Iran's top diplomat warns US is 'playing with fire'
Iranian Foreign Minister Mohammad Javad Zarif warned Monday that the United States is "playing with fire," echoing remarks by President Donald Trump as the two sides are locked in a standoff over Tehran's nuclear program.
The United States quit an international deal aimed at curbing Iran's nuclear program last year, hitting Tehran with crippling sanctions.
Tensions have since soared, with the US calling off air strikes against Iran at the last minute after Tehran downed an American drone, and Washington blaming the Islamic republic for a series of attacks on tanker ships.
"I think the United States is playing with fire," Zarif told NBC News.
Iran announced last week that it had enriched uranium past the 3.67 percent limit set by the nuclear deal, and has also surpassed the 300-kilogram cap on enriched uranium reserves.
But "it can be reversed within hours," Zarif told the channel, adding: "We are not about to develop nuclear weapons.

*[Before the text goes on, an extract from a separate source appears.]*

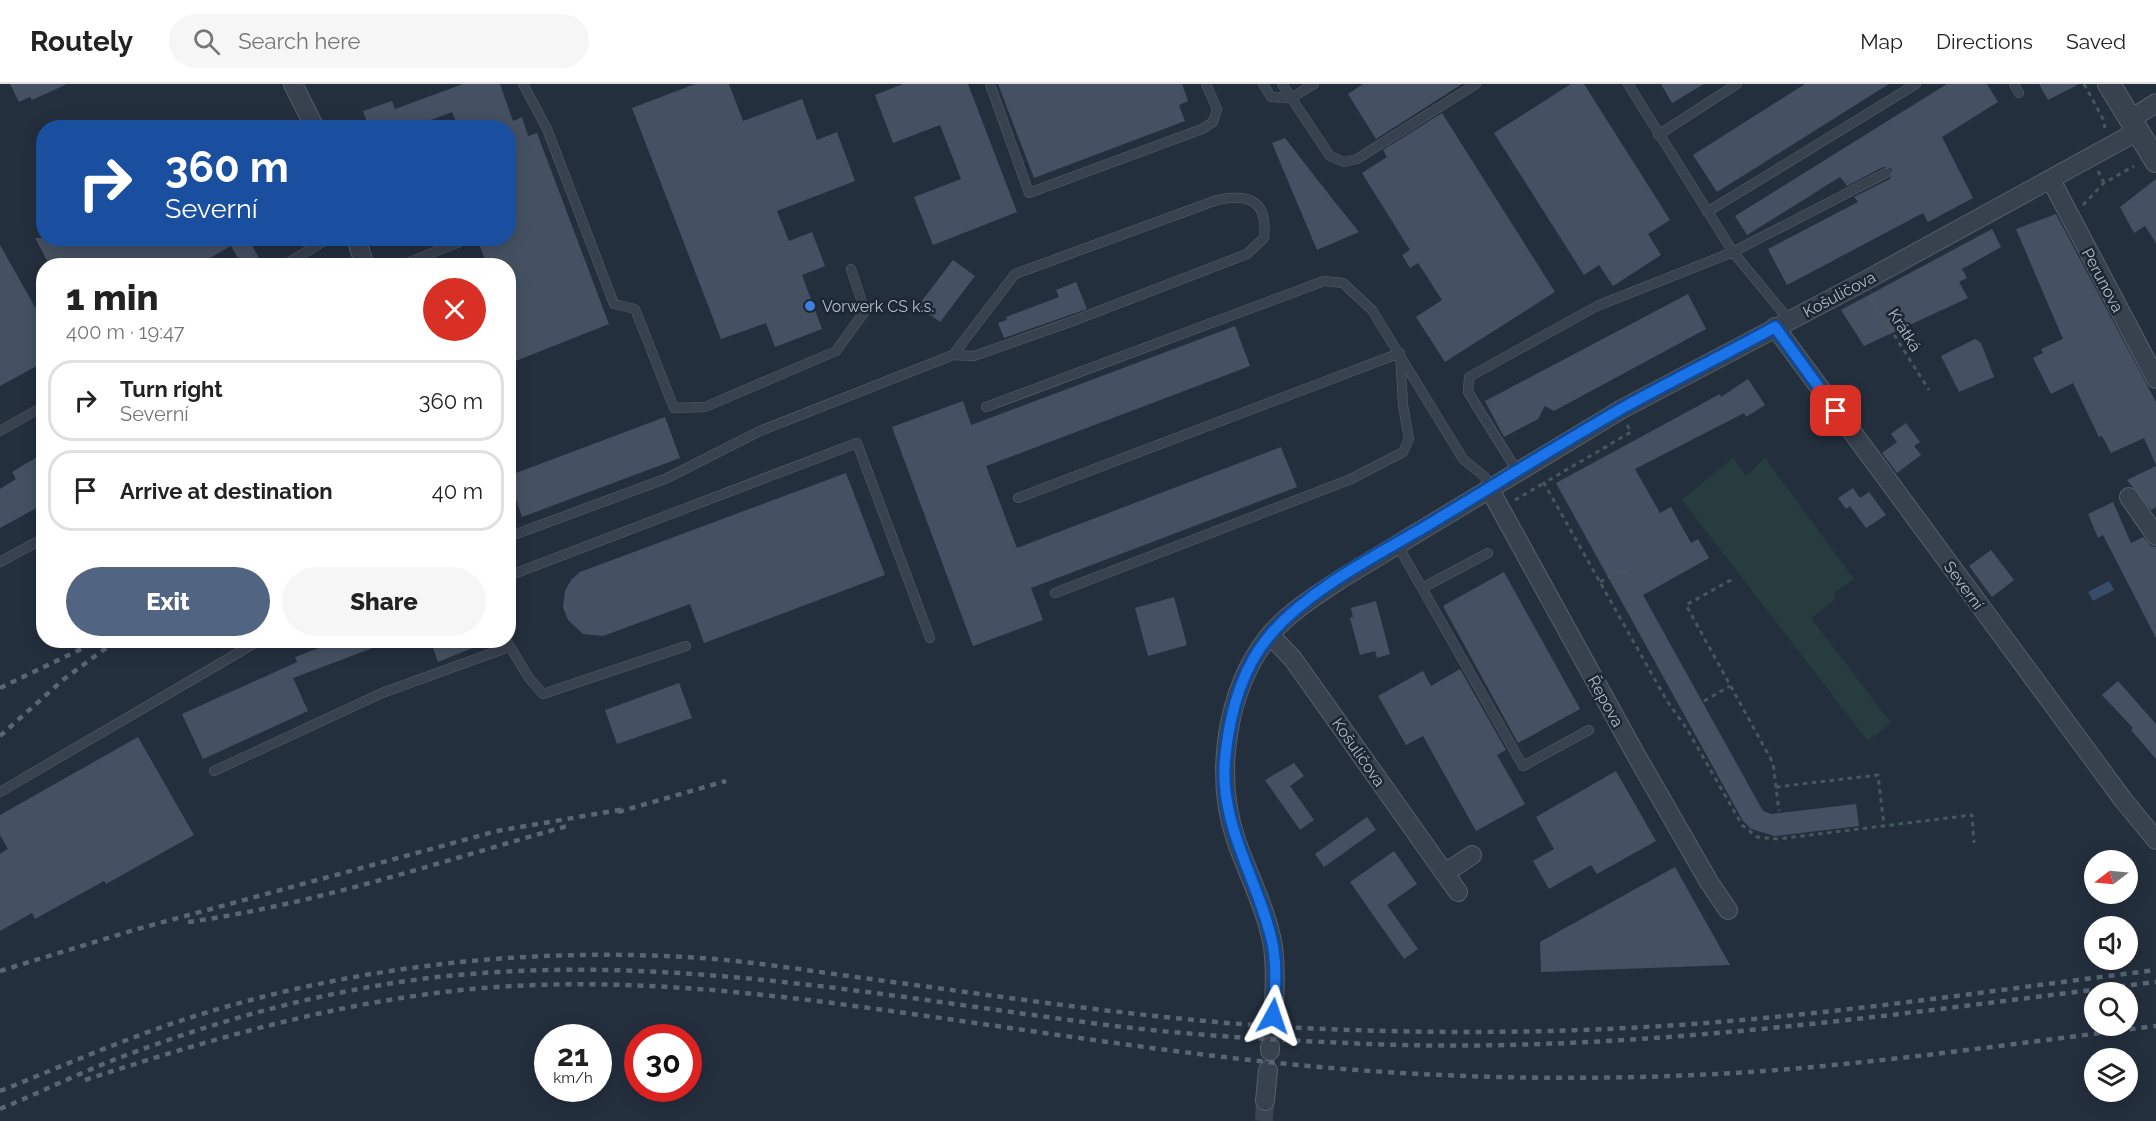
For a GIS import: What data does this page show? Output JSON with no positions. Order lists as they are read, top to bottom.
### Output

Had we wanted to develop nuclear weapons, we would have been able to do it (a) long time ago."
Zarif's comments came as the United States imposed unusually harsh restrictions on his movements during a visit to the United Nations.
Weeks after the United States threatened sanctions against Zarif, Secretary of State Mike Pompeo said that Washington issued him a visa but forbade him from moving beyond six blocks of Iran's UN mission in Midtown Manhattan.
"US diplomats don't roam around Tehran, so we don't see any reason for Iranian diplomats to roam freely around New York City, either," Pompeo told The Washington Post.
UN 'concerns’
No US diplomats are based in Iran as the two countries broke off relations in the aftermath of the 1979 Islamic revolution that toppled the Western-backed shah.
"Foreign Minister Zarif, he uses the freedoms of the United States to come here and spread malign propaganda," the top US diplomat said.
UN spokesman Farhan Haq told reporters that the UN Secretariat was in contact with the US and Iranian missions about Zarif's travel restrictions and "has conveyed its concerns to the host country."
The United States, as host of the United Nations, has an agreement to issue visas promptly to foreign diplomats on UN business and only rarely declines.
Washington generally bars diplomats of hostile nations from traveling outside a 40-kilometer (25-mile) radius of New York's Columbus Circle.
Zarif is scheduled to speak Wednesday at the UN Economic and Social Council, which is holding a high-level meeting on sustainable development.
Despite the restrictions, the decision to admit Zarif is the latest sign that Trump's administration appears to be retreating from its vow to place sanctions on him as part of its "maximum pressure" campaign on Iran.
Treasury Secretary Steven Mnuchin said on June 24 that sanctions against Zarif would come later that week.
Critics questioned the legal rationale for targeting Zarif and noted that sanctions would all but end the possibility of dialogue -- which Trump has said is his goal.
Zarif said in an interview with The New York Times he would not be affected by sanctions as he owns no assets outside of Iran.